Posted: 2008-03-12 07:45pm
by The Duchess of Zeon
The demons themselves consider it magic, of course, that's no guarantee it is, rather the opposite, actually. But it is rather.. Problematic.

Anyway, yeah, nerve agents will kill them easily. Another kind of agent that will kill them, and that we can manufacture along with nerve gas--I STRONGLY suspect that Russia and China, at least, have started manufacturing nerve gas again, and the USA will follow suit very quickly, as well pretty much every country in the world, as anyone who can make pesticides can make poison gas--are blood agents. Namely, Cyanogen Chloride and Hydrogen Cyanide (Zyklon B). The different makeup of Baldrick blood is irrelevant; these agents actually work by interrupting the electron transport chain in mitochondria, and guess what Baldricks have if they have human-like DNA? So blood agents and nerve agents will work, but blister agents and suffocation agents will not. Cyanogen bromide may also be effective along with Cyanogen Chloride (which the French developed as an agent around 1918 - 1919, just to late to deploy in WW1) and of course Hydrogen Cyanide, which as noted is the infamous Zyklon B.
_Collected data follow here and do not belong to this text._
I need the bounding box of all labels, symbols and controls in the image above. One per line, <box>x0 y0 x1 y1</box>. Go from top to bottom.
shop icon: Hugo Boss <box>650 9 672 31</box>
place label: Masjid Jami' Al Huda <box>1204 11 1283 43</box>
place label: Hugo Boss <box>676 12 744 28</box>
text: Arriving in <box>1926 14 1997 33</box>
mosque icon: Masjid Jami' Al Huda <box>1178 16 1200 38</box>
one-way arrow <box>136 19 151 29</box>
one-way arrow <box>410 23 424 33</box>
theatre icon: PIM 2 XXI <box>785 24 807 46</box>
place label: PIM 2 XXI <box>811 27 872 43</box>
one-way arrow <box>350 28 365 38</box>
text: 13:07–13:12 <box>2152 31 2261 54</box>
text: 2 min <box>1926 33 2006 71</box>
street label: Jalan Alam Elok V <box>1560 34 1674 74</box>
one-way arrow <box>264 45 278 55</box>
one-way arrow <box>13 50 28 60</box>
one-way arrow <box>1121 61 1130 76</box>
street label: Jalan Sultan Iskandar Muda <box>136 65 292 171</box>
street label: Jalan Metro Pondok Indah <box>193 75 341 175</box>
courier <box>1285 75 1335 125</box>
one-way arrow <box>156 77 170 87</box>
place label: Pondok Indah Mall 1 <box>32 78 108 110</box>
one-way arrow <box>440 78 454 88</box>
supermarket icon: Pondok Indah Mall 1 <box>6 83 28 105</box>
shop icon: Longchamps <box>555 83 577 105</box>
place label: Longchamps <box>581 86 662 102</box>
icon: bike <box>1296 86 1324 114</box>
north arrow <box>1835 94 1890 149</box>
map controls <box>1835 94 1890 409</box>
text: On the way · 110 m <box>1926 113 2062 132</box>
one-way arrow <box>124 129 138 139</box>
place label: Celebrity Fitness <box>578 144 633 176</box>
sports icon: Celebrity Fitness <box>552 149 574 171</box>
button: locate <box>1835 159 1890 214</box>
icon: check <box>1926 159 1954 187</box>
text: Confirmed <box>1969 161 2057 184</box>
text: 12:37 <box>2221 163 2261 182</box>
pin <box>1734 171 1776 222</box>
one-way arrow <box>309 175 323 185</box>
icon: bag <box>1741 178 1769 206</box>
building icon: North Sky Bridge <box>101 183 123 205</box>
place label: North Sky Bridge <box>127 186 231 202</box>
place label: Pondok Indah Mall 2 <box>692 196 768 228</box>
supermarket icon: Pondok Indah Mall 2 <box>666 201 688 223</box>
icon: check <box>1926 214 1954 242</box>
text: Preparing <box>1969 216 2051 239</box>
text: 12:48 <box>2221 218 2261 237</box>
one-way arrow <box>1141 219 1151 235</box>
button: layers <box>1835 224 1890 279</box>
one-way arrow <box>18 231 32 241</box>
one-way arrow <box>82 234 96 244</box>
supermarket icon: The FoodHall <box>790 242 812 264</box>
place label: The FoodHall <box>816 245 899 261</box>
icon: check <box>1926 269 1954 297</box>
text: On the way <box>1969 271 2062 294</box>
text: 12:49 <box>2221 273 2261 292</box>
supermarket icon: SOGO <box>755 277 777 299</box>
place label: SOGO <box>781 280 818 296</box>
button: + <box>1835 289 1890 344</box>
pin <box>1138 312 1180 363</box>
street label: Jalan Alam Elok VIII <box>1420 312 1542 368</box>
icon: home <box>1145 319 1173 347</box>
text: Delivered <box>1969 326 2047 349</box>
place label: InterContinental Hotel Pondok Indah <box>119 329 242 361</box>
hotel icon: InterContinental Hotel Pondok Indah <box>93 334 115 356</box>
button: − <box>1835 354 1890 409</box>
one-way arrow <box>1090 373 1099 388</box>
Posted: 2008-03-12 07:52pm
by GrandMasterTerwynn
Sea Skimmer wrote:...and at this point we don’t even know if they actually need oxygen to live.
Actually, we do, and the answer is yes. If they eat the meat of terrestrial animals (humans and cattle,) this means they have our biochemistry (or a biochemistry close enough to ours that eating us nourishes, instead of poisons, them.) And since they function vigorously at STP and the atmosphere of Hell is close enough to Earth's not to kill the first two living humans to cross a portal into Hell (i.e. oxygen-rich,) it means their biology similarly utilizes the same aerobic metabolism that ours does (aerobic respiration evolved in response to an oxygen-rich atmosphere, as oxygen is fantastically deadly poison to anything that hasn't evolved some mechanism to deal with it.)

Posted: 2008-03-12 08:13pm
by The Duchess of Zeon
GrandMasterTerwynn wrote:
Sea Skimmer wrote:...and at this point we don’t even know if they actually need oxygen to live.
Actually, we do, and the answer is yes. If they eat the meat of terrestrial animals (humans and cattle,) this means they have our biochemistry (or a biochemistry close enough to ours that eating us nourishes, instead of poisons, them.) And since they function vigorously at STP and the atmosphere of Hell is close enough to Earth's not to kill the first two living humans to cross a portal into Hell (i.e. oxygen-rich,) it means their biology similarly utilizes the same aerobic metabolism that ours does (aerobic respiration evolved in response to an oxygen-rich atmosphere, as oxygen is fantastically deadly poison to anything that hasn't evolved some mechanism to deal with it.)
DOH, you're right. Oxidative Phosphorylation requires oxygen and if they have mitochondria it's the only way to produce large amounts of cell energy, so of course they breath oxygen. So, actually, if we get sufficient quantities of suffocation agents into them, they'll die, too. Chlorine is most likely entirely insufficient for that task but Phosgene might work. Especially Diphosgene, which is more easily weaponised. It works by damaging proteins in the alveoli, interrupting the transfer of oxygen into the blood, which will work (like the misnamed "blood agents") regardless of the metal content of Baldrick blood--which may, incidentally, still be iron. Copper would make the blood blue, unlike in Star Trek; it's the presence of sulphur that makes blood turn green.

Posted: 2008-03-12 08:18pm
by Pelranius
Great work?

I wonder how many Hail Marys I'll have to do for reading and enjoying this though.

Incidentally, three of my friends on the women's ice hockey team are named Maria, Shana and Kelly. Had quite a private laugh about that.

Ghetto Edit: Great work! Didn't notice I had put in the question mark first time around.